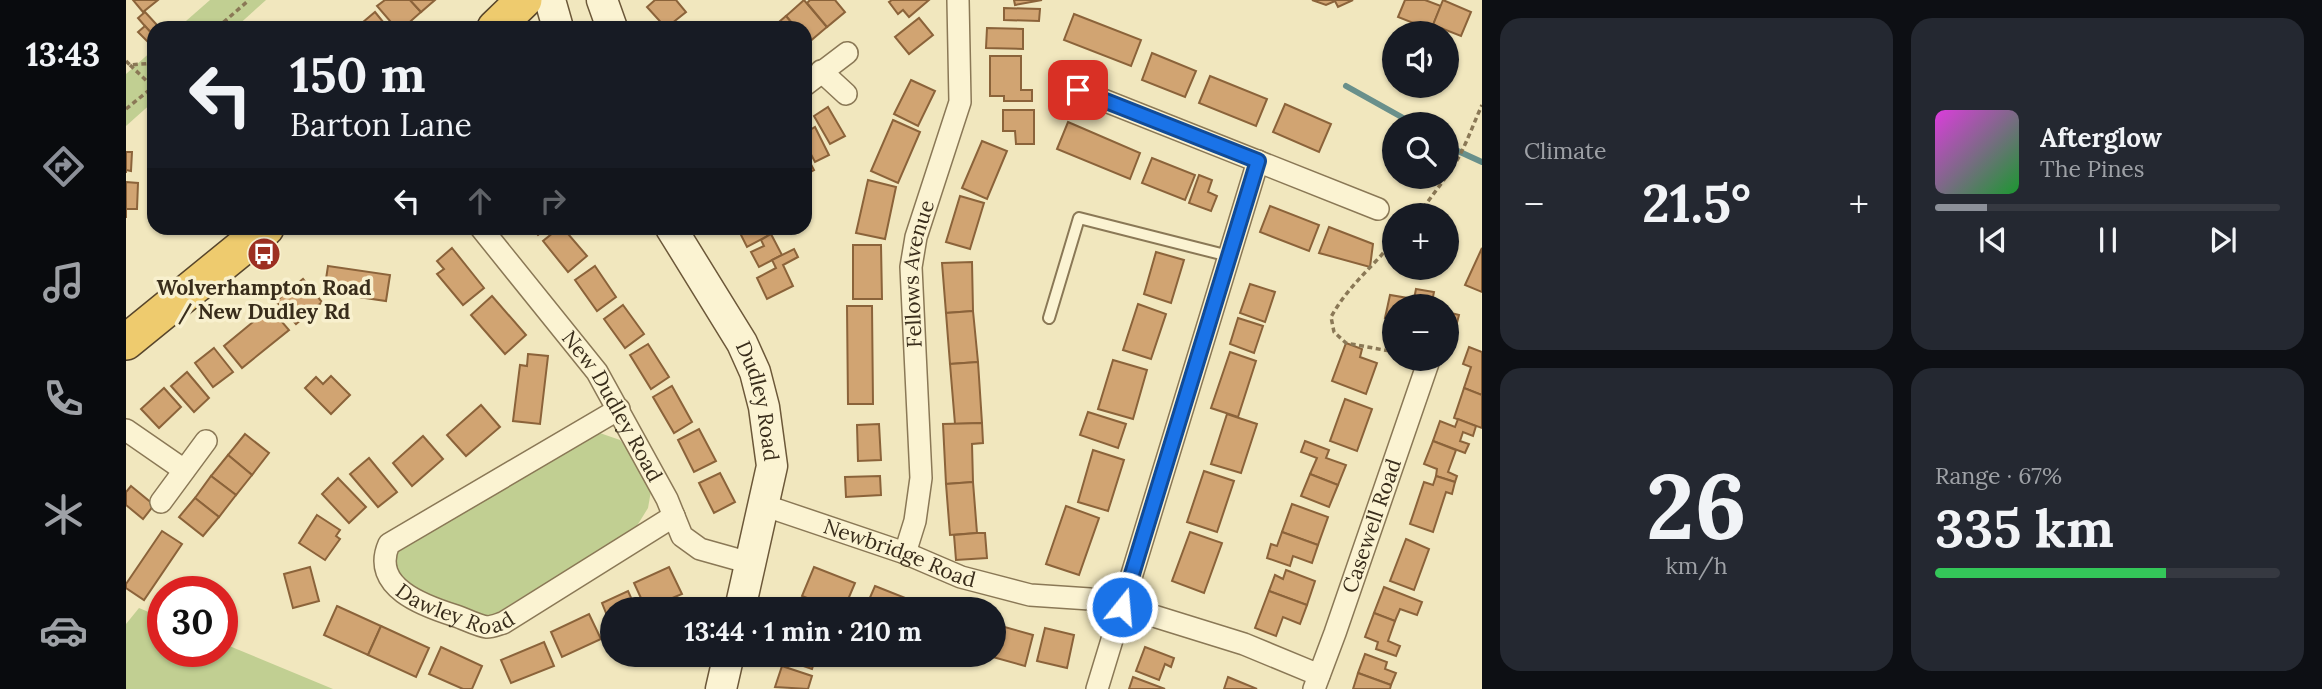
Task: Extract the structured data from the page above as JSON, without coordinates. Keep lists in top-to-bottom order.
{
  "streets": {
    "main road": ["Dudley Road"],
    "street": [
      "Fellows Avenue",
      "New Dudley Road",
      "Casewell Road",
      "Newbridge Road",
      "Dawley Road"
    ]
  },
  "crossings": [
    ["Fellows Avenue", "Newbridge Road"],
    ["Dudley Road", "New Dudley Road"],
    ["Dudley Road", "Newbridge Road"],
    ["New Dudley Road", "Dawley Road"],
    ["Casewell Road", "Newbridge Road"]
  ],
  "places": {
    "bus stop": ["Wolverhampton Road / New Dudley Rd"]
  },
  "page": {
    "tabs": "13:43",
    "tile": [
      "Climate",
      ["26", "km/h"],
      ["Range · 67%", "335 km"]
    ],
    "map_buttons": ["+", "−"],
    "turn": ["150 m", "Barton Lane"],
    "song": ["Afterglow", "The Pines"],
    "heat": ["−", "21.5°", "+"],
    "limit": "30",
    "trip": "13:44 · 1 min · 210 m"
  }
}
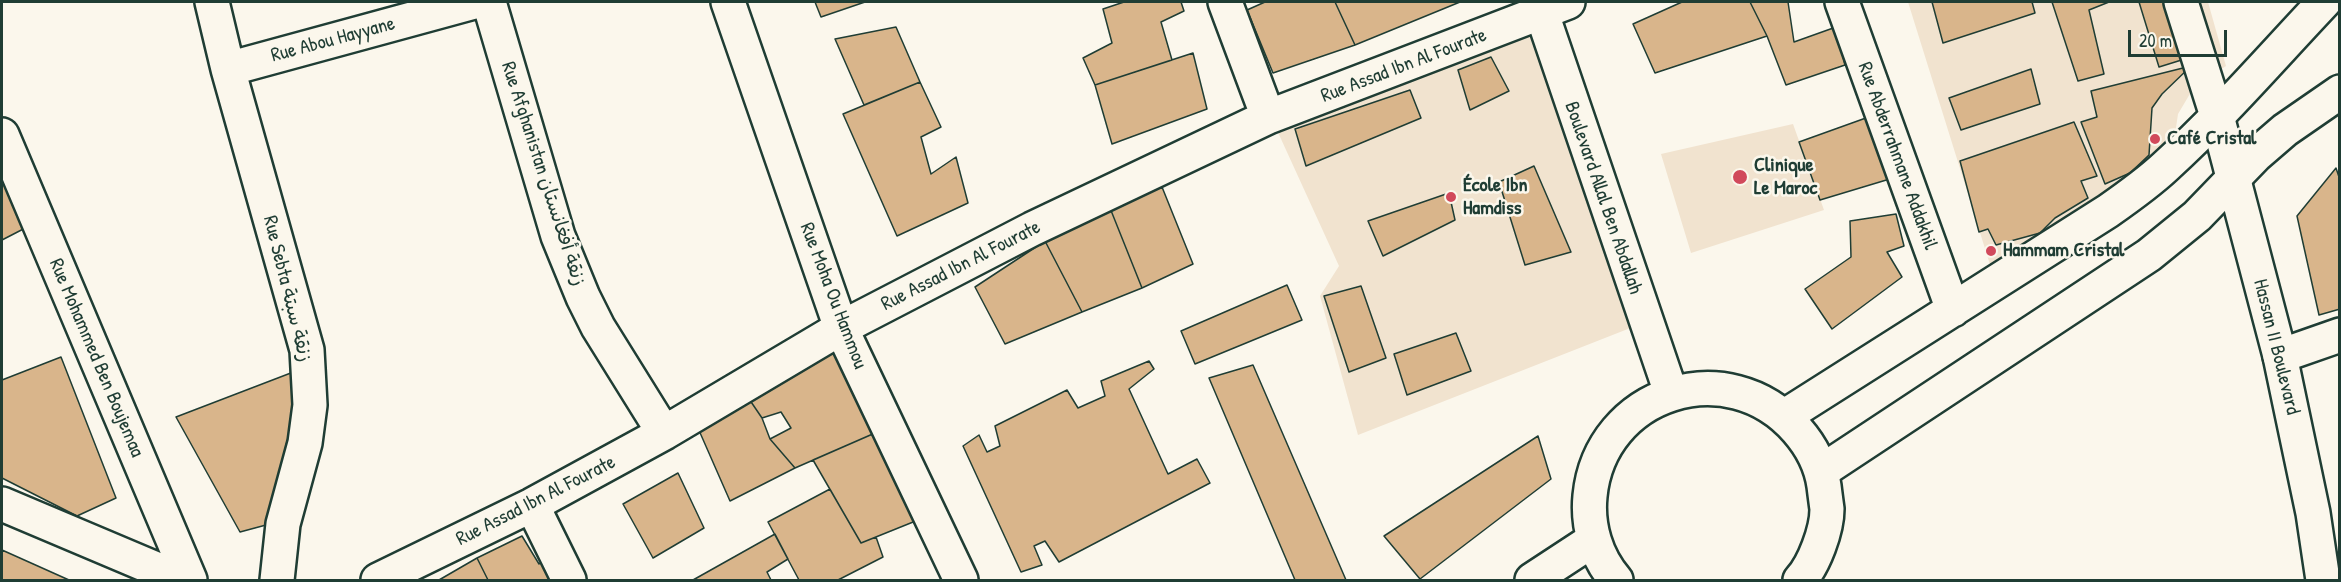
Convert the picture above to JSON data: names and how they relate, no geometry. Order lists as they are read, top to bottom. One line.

**WHAT YOU NEED TO DO:** An answer that restates all the entries exactly and drops the images is what is needed.

**SOLUTION TO THIS TASK:**
Task: Extract the structured data from the page above as JSON, without coordinates. Keep lists in top-to-bottom order.
{
  "streets": {
    "main road": ["Dudley Road"],
    "street": [
      "Fellows Avenue",
      "New Dudley Road",
      "Casewell Road",
      "Newbridge Road",
      "Dawley Road"
    ]
  },
  "crossings": [
    ["Fellows Avenue", "Newbridge Road"],
    ["Dudley Road", "New Dudley Road"],
    ["Dudley Road", "Newbridge Road"],
    ["New Dudley Road", "Dawley Road"],
    ["Casewell Road", "Newbridge Road"]
  ],
  "places": {
    "bus stop": ["Wolverhampton Road / New Dudley Rd"]
  },
  "page": {
    "tabs": "13:43",
    "tile": [
      "Climate",
      ["26", "km/h"],
      ["Range · 67%", "335 km"]
    ],
    "map_buttons": ["+", "−"],
    "turn": ["150 m", "Barton Lane"],
    "song": ["Afterglow", "The Pines"],
    "heat": ["−", "21.5°", "+"],
    "limit": "30",
    "trip": "13:44 · 1 min · 210 m"
  }
}
Convert the picture above to JSON data: names and how they relate, no geometry. Order lists as they are read, top to bottom. One line.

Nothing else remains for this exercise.